Now scikick is configured to process hw.Rmd. Use sk status to view the state of scikick.

sk status
# Number of Rmd => md => html tasks: 1
# 	hw.Rmd

This shows that hw.Rmd requires execution to generate its output.

sk run

Now, run all scikick jobs with

sk run

After execution is finished, the directory structure should look like

.
├── hw.Rmd
├── report
│   ├── donefile
│   ├── out_html
│   │   ├── hw.html
│   │   └── index.html
│   └── out_md # has many files we can ignore for now
└── scikick.yml

The report/ directory contains all of scikick's output.

Opening report/out_html/index.html in a web browser should show the website homepage with one menu item for hw.html (hw.Rmd's output).

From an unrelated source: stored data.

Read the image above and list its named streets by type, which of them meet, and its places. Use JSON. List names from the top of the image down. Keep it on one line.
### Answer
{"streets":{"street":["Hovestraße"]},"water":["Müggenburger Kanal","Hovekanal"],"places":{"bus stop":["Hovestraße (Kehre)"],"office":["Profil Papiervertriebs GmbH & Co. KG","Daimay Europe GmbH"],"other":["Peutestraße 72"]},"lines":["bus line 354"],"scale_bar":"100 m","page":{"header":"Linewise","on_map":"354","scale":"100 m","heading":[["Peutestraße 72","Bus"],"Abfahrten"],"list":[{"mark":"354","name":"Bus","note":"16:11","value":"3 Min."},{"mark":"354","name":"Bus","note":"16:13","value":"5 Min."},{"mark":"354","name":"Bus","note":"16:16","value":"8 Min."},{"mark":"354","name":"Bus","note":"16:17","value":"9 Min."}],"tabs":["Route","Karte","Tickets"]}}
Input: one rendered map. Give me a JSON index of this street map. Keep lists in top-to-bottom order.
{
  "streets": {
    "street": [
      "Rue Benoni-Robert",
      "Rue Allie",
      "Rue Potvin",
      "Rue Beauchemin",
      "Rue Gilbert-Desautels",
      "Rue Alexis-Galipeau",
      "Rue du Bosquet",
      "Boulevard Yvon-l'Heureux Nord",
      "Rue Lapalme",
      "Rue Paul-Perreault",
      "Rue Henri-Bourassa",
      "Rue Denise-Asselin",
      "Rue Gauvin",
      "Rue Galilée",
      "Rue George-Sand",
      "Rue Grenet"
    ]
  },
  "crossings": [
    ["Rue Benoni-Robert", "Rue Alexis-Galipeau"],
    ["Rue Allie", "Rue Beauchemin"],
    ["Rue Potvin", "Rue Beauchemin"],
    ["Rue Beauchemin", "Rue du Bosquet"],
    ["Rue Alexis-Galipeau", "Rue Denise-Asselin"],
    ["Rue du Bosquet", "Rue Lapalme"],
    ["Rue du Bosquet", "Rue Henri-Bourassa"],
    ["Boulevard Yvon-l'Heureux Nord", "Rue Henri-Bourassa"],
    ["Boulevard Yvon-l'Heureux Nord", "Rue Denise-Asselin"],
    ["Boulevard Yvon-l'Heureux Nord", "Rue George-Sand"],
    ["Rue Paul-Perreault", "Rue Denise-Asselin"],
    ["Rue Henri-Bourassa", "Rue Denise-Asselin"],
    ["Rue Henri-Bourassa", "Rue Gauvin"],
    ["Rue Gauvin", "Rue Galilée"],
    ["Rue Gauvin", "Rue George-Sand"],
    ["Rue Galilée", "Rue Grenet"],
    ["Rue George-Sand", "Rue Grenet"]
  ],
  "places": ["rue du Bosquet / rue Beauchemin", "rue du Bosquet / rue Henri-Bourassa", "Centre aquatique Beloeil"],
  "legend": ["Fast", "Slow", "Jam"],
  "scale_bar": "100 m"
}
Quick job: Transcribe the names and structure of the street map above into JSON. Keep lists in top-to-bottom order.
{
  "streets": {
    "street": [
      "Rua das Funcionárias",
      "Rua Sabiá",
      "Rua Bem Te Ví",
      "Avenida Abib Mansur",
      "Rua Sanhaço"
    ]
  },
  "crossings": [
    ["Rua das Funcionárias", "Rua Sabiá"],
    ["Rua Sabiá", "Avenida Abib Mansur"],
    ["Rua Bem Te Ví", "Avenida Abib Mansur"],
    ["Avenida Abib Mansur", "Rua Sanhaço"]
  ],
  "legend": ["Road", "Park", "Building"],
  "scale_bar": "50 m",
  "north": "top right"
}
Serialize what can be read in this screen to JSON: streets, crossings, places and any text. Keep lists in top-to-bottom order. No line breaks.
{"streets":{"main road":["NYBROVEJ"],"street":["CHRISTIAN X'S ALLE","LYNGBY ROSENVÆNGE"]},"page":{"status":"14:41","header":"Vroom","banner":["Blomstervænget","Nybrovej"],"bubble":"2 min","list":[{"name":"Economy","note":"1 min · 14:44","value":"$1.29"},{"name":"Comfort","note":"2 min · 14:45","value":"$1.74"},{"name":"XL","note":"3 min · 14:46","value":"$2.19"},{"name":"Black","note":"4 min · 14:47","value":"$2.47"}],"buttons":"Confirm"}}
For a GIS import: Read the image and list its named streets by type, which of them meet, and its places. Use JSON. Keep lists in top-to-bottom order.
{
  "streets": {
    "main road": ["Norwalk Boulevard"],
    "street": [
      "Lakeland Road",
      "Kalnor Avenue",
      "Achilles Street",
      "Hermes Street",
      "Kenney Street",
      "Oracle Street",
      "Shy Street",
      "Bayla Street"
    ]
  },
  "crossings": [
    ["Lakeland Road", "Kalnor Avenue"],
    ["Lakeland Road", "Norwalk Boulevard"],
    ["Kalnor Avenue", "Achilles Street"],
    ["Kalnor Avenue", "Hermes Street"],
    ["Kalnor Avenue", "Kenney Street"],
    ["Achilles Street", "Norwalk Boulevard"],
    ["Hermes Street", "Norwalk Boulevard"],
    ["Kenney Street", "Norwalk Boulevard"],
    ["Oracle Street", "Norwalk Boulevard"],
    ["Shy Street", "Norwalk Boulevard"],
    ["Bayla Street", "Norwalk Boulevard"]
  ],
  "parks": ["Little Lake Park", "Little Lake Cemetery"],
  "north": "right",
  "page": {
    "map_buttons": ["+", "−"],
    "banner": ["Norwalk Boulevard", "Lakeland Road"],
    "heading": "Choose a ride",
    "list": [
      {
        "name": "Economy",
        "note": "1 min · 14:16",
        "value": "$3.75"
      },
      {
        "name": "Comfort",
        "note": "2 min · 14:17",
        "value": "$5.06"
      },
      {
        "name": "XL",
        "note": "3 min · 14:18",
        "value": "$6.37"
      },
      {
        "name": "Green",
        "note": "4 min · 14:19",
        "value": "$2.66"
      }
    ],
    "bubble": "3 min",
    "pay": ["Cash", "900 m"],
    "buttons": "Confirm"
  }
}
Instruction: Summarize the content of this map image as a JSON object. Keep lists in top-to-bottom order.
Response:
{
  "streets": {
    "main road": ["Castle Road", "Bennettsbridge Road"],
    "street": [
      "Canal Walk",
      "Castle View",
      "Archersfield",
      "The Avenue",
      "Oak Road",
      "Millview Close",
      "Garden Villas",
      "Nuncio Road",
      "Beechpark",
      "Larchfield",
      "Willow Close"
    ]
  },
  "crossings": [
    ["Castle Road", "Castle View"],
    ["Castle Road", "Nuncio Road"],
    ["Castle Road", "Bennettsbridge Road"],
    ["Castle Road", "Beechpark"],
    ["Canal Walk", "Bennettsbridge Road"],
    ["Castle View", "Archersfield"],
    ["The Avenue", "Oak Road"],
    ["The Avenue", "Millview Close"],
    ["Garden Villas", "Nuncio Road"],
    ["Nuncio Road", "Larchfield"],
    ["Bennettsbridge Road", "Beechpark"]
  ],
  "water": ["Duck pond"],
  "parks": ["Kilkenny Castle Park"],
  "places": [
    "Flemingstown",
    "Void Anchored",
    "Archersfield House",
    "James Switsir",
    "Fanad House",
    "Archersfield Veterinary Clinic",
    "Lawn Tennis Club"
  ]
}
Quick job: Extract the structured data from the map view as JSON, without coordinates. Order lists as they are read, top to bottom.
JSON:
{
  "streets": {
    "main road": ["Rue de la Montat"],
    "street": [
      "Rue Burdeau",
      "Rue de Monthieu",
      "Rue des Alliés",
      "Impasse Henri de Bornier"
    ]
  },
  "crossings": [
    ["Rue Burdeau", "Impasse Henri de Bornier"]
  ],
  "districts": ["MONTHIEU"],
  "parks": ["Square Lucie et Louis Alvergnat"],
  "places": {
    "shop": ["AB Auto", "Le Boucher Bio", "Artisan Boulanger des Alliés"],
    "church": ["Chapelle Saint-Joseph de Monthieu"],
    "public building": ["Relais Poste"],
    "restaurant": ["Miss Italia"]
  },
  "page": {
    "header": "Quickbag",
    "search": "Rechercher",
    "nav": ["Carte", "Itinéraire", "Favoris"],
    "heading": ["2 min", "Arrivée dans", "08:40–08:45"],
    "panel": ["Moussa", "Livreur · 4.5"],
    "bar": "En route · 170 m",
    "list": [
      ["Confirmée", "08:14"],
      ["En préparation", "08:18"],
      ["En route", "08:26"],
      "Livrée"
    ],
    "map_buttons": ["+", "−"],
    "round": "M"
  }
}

Tracking out-of-date files

Running sk status again will result in no jobs to be run.

sk status

And sk run will do nothing.

sk run
<...>
Nothing to be done.
<...>

scikick tracks files using their timestamp (using snakemake) to determine if the report is up-to-date. For example, if we make changes to hw.Rmd and run scikick

touch hw.Rmd
sk run

then scikick re-executes to create report/out_html/hw.html from scratch.

Using dependencies

If the project has dependencies between different files, we can make scikick aware of these.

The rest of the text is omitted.